What to do
Say how many lines below hold the word "Aprezio"; give the number by itself.

Segment Start: Records for this task

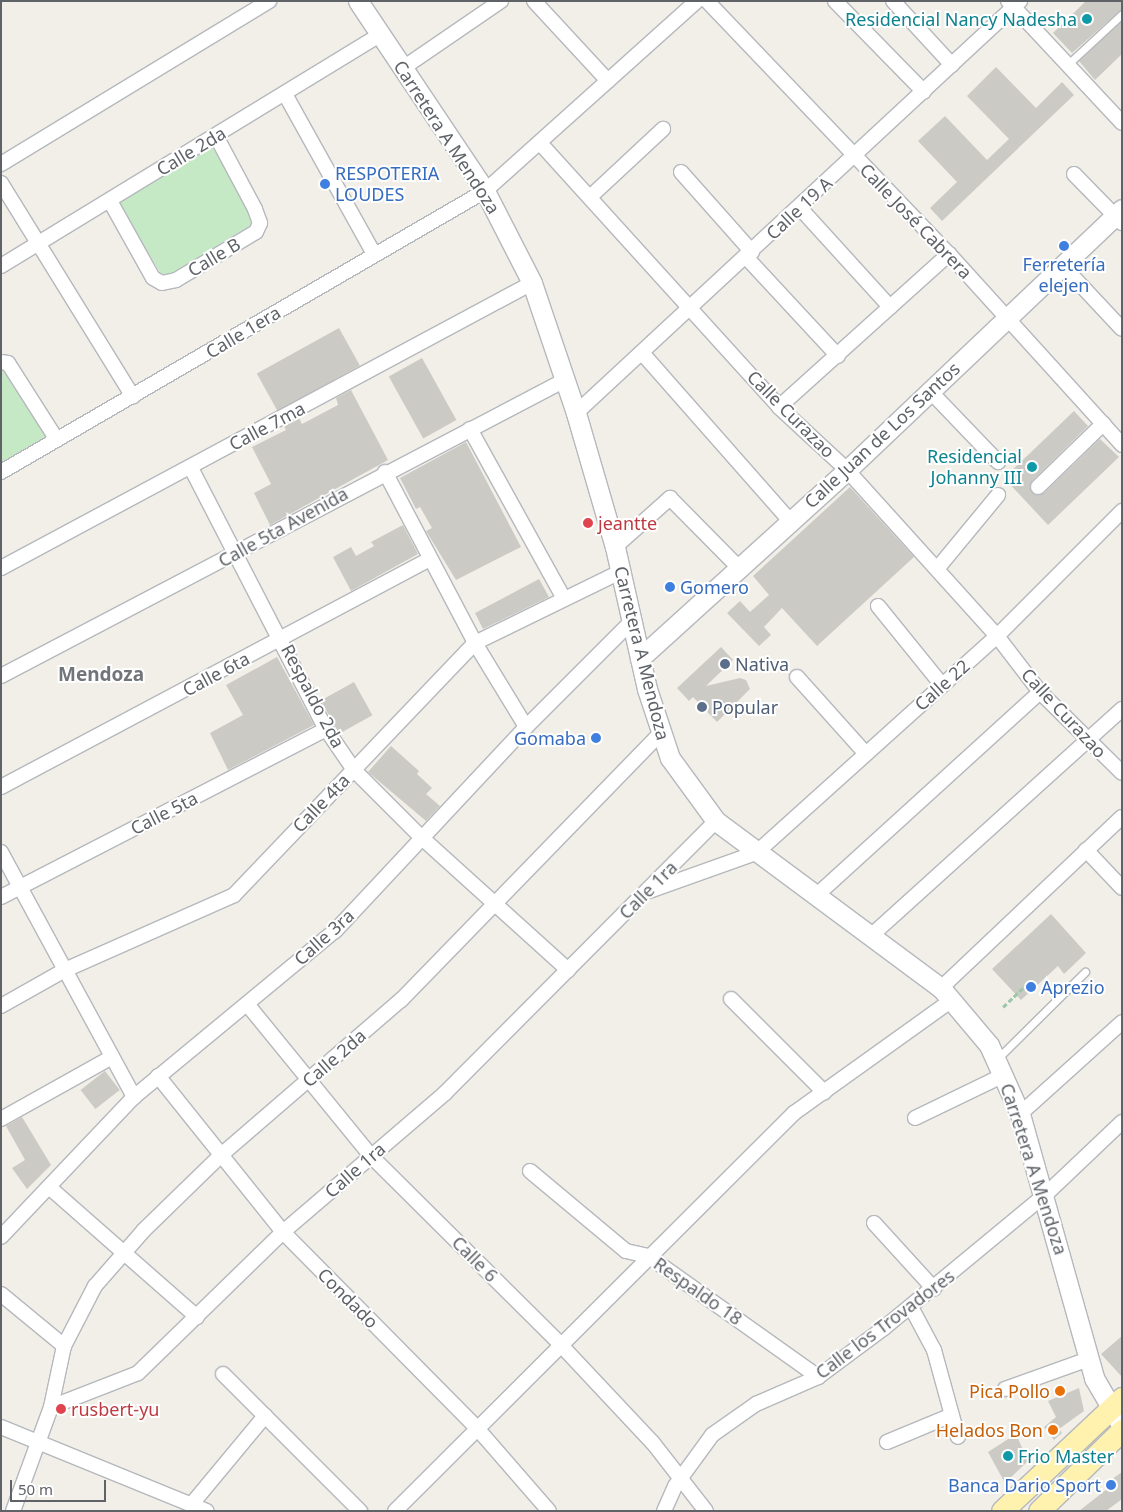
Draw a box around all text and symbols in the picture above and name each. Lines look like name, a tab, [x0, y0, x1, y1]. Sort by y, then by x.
place label: Residencial Nancy Nadesha	[845, 8, 1077, 30]
marker: Residencial Nancy Nadesha	[1081, 13, 1093, 25]
street label: Carretera A Mendoza	[389, 56, 505, 218]
street label: Calle 2da	[152, 122, 230, 180]
street label: Calle José Cabrera	[856, 159, 976, 283]
place label: RESPOTERIA LOUDES	[335, 163, 439, 205]
street label: Calle 19 A	[762, 172, 836, 244]
marker: RESPOTERIA LOUDES	[319, 178, 331, 190]
street label: Calle B	[184, 233, 244, 281]
marker: Ferretería elejen	[1058, 240, 1070, 252]
place label: Ferretería elejen	[1023, 254, 1105, 296]
street label: Calle 1era	[202, 301, 284, 363]
street label: Calle Juan de Los Santos	[800, 357, 964, 513]
street label: Calle Curazao	[743, 366, 839, 462]
street label: Calle 7ma	[225, 397, 309, 455]
place label: Residencial Johanny III	[927, 446, 1022, 488]
marker: Residencial Johanny III	[1026, 461, 1038, 473]
street label: Calle 5ta Avenida	[214, 482, 352, 572]
place label: jeantte	[598, 512, 657, 534]
marker: jeantte	[582, 517, 594, 529]
street label: Carretera A Mendoza	[610, 564, 674, 742]
place label: Gomero	[680, 576, 749, 598]
marker: Gomero	[664, 581, 676, 593]
street label: Respaldo 2da	[277, 641, 349, 751]
street label: Calle 6ta	[179, 647, 253, 701]
place label: Nativa	[735, 653, 789, 675]
street label: Calle 22	[910, 655, 974, 715]
marker: Nativa	[719, 658, 731, 670]
district label: Mendoza	[58, 664, 144, 686]
street label: Calle Curazao	[1017, 664, 1111, 762]
place label: Popular	[712, 696, 778, 718]
marker: Popular	[696, 701, 708, 713]
place label: Gomaba	[514, 727, 586, 749]
marker: Gomaba	[590, 732, 602, 744]
street label: Calle 4ta	[288, 769, 354, 837]
street label: Calle 5ta	[127, 787, 201, 839]
street label: Calle 1ra	[615, 857, 681, 923]
street label: Calle 3ra	[290, 905, 358, 969]
place label: Aprezio	[1041, 976, 1105, 998]
marker: Aprezio	[1025, 981, 1037, 993]
street label: Calle 2da	[298, 1025, 370, 1091]
street label: Carretera A Mendoza	[996, 1081, 1072, 1257]
street label: Calle 1ra	[320, 1138, 390, 1202]
street label: Calle 6	[448, 1232, 502, 1286]
street label: Respaldo 18	[650, 1253, 746, 1329]
street label: Condado	[313, 1263, 383, 1333]
street label: Calle los Trovadores	[811, 1265, 959, 1383]
place label: Pica Pollo	[969, 1380, 1050, 1402]
marker: Pica Pollo	[1054, 1385, 1066, 1397]
place label: rusbert-yu	[71, 1398, 159, 1420]
marker: rusbert-yu	[55, 1403, 67, 1415]
place label: Helados Bon	[936, 1419, 1043, 1441]
marker: Helados Bon	[1047, 1424, 1059, 1436]
place label: Frio Master	[1018, 1445, 1114, 1467]
marker: Frio Master	[1002, 1450, 1014, 1462]
scale bar	[12, 1470, 109, 1502]
place label: Banca Dario Sport	[948, 1474, 1101, 1496]
text: 50 m	[18, 1479, 53, 1499]
marker: Banca Dario Sport	[1105, 1479, 1117, 1491]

Segment End: Records for this task

Task answer
2